- Opening Delimiter -
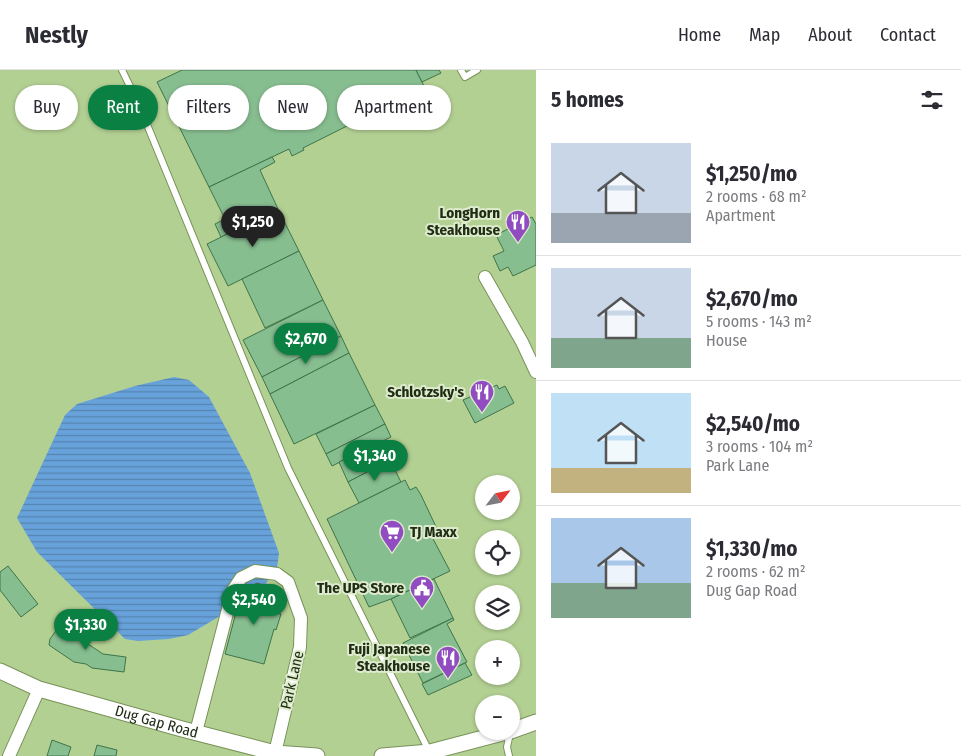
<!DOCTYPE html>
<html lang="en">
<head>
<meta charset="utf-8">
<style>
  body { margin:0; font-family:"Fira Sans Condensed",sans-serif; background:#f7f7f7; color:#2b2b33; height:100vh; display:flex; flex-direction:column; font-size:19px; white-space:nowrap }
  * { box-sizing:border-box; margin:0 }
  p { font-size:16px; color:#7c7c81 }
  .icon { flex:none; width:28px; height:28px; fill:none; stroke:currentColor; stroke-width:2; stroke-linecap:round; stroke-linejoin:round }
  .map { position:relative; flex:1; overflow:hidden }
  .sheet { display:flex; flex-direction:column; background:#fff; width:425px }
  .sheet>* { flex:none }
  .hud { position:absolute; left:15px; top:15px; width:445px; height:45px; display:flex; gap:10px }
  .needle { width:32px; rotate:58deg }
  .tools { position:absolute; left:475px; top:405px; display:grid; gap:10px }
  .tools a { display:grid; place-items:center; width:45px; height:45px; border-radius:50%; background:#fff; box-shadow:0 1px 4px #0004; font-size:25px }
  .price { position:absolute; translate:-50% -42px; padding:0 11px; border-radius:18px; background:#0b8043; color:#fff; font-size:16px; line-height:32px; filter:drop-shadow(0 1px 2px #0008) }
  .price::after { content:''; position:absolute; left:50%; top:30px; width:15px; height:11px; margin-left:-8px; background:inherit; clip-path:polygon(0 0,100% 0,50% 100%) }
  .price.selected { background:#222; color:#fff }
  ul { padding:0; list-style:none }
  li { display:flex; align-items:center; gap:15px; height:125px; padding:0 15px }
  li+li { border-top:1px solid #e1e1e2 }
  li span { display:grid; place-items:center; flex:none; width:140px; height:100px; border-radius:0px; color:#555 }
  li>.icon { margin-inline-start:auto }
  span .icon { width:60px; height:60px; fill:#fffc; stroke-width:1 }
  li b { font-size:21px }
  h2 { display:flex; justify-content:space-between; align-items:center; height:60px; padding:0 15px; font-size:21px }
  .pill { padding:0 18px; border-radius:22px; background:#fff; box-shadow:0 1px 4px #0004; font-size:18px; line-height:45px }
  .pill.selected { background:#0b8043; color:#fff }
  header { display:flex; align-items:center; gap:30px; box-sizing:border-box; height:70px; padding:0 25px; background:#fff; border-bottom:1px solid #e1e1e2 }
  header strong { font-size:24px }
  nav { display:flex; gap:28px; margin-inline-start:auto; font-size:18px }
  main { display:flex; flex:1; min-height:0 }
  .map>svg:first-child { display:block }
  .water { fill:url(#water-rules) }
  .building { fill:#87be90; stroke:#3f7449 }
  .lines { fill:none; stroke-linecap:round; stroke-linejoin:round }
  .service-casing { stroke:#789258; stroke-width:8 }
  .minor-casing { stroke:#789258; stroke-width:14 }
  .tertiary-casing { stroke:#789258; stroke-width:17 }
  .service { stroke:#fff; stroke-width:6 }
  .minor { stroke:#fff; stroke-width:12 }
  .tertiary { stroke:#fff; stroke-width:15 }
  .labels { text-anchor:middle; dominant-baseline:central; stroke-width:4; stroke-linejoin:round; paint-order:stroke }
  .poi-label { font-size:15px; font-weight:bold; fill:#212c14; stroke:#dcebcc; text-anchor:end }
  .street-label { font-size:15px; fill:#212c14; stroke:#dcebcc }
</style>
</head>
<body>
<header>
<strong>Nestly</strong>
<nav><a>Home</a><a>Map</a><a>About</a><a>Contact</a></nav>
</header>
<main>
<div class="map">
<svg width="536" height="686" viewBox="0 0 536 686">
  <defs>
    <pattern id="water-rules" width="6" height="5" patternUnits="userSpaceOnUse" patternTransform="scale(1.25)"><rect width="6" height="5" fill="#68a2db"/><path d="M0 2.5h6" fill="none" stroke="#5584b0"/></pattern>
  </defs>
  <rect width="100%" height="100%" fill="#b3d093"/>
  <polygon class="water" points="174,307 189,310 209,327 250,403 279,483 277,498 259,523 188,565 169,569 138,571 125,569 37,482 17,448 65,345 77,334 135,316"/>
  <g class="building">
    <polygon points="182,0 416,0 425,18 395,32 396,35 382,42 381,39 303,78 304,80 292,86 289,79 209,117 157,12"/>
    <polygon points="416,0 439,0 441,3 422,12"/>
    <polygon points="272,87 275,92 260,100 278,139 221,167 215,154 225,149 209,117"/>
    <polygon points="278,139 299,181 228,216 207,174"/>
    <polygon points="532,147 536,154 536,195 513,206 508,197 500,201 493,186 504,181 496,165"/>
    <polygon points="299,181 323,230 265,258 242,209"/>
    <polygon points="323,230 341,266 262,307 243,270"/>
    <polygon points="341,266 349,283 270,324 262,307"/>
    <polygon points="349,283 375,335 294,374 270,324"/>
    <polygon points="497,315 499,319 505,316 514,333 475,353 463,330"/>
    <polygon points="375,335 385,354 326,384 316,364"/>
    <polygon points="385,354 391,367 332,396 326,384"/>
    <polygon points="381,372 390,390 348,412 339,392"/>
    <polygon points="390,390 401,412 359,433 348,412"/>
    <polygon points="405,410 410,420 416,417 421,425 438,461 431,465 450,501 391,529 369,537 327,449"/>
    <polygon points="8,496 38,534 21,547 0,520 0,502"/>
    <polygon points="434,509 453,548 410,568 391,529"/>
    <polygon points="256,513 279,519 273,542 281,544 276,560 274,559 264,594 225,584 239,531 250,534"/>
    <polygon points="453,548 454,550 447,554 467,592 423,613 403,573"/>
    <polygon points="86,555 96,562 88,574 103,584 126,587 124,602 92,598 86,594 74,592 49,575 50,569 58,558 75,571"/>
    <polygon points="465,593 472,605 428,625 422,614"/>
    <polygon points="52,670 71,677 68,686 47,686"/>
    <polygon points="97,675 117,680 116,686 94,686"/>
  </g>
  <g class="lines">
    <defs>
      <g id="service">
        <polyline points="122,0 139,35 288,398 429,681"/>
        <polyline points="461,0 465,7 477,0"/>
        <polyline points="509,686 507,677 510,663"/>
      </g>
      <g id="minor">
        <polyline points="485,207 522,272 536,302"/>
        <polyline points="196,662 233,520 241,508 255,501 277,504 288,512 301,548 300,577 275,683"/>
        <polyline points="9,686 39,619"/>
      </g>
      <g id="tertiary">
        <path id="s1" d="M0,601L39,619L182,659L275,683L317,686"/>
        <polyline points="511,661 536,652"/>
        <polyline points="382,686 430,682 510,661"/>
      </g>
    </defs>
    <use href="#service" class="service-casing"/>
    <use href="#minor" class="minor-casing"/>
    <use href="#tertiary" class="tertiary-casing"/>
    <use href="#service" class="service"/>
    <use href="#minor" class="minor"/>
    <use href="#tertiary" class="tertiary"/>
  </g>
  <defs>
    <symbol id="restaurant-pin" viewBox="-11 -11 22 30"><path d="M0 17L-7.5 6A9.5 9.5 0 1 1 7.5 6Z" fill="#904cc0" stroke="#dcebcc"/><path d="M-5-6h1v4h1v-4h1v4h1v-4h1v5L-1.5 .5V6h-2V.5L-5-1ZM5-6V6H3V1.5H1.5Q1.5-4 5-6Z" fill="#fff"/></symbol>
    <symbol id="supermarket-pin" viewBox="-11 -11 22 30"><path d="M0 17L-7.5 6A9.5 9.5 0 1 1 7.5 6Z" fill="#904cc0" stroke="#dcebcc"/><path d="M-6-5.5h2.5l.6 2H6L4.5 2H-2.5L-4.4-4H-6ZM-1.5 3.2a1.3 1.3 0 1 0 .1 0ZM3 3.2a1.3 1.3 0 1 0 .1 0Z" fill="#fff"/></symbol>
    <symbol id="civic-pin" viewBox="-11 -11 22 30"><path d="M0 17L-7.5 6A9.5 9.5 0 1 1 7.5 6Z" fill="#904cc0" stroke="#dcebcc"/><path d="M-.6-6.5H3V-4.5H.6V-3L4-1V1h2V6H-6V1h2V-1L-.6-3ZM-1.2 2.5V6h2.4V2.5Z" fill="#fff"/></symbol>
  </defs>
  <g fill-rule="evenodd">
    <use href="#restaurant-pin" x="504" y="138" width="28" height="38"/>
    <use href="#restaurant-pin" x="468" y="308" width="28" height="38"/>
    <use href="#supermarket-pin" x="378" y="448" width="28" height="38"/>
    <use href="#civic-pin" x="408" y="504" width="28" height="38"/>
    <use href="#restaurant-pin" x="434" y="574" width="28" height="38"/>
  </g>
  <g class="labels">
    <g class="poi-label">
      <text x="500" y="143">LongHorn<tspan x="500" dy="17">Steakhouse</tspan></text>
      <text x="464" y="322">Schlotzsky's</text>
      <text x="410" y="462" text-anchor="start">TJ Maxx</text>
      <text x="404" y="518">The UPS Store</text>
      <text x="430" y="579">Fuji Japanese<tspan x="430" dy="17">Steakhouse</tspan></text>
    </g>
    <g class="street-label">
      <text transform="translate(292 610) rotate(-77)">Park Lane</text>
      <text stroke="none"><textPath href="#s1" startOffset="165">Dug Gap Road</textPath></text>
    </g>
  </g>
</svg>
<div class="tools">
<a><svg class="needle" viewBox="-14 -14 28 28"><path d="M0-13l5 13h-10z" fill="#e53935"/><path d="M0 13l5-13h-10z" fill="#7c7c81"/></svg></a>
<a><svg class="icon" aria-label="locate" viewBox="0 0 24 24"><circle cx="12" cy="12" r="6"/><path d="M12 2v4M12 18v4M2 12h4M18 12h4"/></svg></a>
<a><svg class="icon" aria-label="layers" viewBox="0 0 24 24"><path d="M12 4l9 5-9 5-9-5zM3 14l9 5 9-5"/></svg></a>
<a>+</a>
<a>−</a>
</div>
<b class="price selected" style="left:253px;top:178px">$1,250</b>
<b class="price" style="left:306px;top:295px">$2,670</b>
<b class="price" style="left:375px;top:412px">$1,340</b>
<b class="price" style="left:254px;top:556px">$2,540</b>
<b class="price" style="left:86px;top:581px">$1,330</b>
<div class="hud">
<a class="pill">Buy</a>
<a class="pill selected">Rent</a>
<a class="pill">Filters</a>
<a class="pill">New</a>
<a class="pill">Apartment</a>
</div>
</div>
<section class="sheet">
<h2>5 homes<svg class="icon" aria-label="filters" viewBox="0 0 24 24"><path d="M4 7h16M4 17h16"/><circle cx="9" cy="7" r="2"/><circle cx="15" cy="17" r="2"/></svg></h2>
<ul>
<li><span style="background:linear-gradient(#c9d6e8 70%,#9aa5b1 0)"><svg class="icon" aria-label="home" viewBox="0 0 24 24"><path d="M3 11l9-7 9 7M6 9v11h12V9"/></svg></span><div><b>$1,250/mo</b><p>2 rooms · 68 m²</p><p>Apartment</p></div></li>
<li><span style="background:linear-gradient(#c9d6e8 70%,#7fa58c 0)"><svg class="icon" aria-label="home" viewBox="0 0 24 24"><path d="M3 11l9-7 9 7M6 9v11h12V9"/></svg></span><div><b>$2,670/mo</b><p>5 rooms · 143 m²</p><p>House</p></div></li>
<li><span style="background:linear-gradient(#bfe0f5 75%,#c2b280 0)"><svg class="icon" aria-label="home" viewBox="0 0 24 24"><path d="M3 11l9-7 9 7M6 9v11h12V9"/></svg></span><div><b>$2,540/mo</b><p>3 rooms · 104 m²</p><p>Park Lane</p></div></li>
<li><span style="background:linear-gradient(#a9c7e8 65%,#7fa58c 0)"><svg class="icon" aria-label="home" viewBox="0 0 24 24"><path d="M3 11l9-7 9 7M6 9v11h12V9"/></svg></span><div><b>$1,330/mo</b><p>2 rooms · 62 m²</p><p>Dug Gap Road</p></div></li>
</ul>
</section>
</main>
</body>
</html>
- Closing Delimiter -
__Exercise prompt__: The lines holding the word "auto" are the answer. Pull them out of the records and copy them.

__Reply to the task__:
  li>.icon { margin-inline-start:auto }
  nav { display:flex; gap:28px; margin-inline-start:auto; font-size:18px }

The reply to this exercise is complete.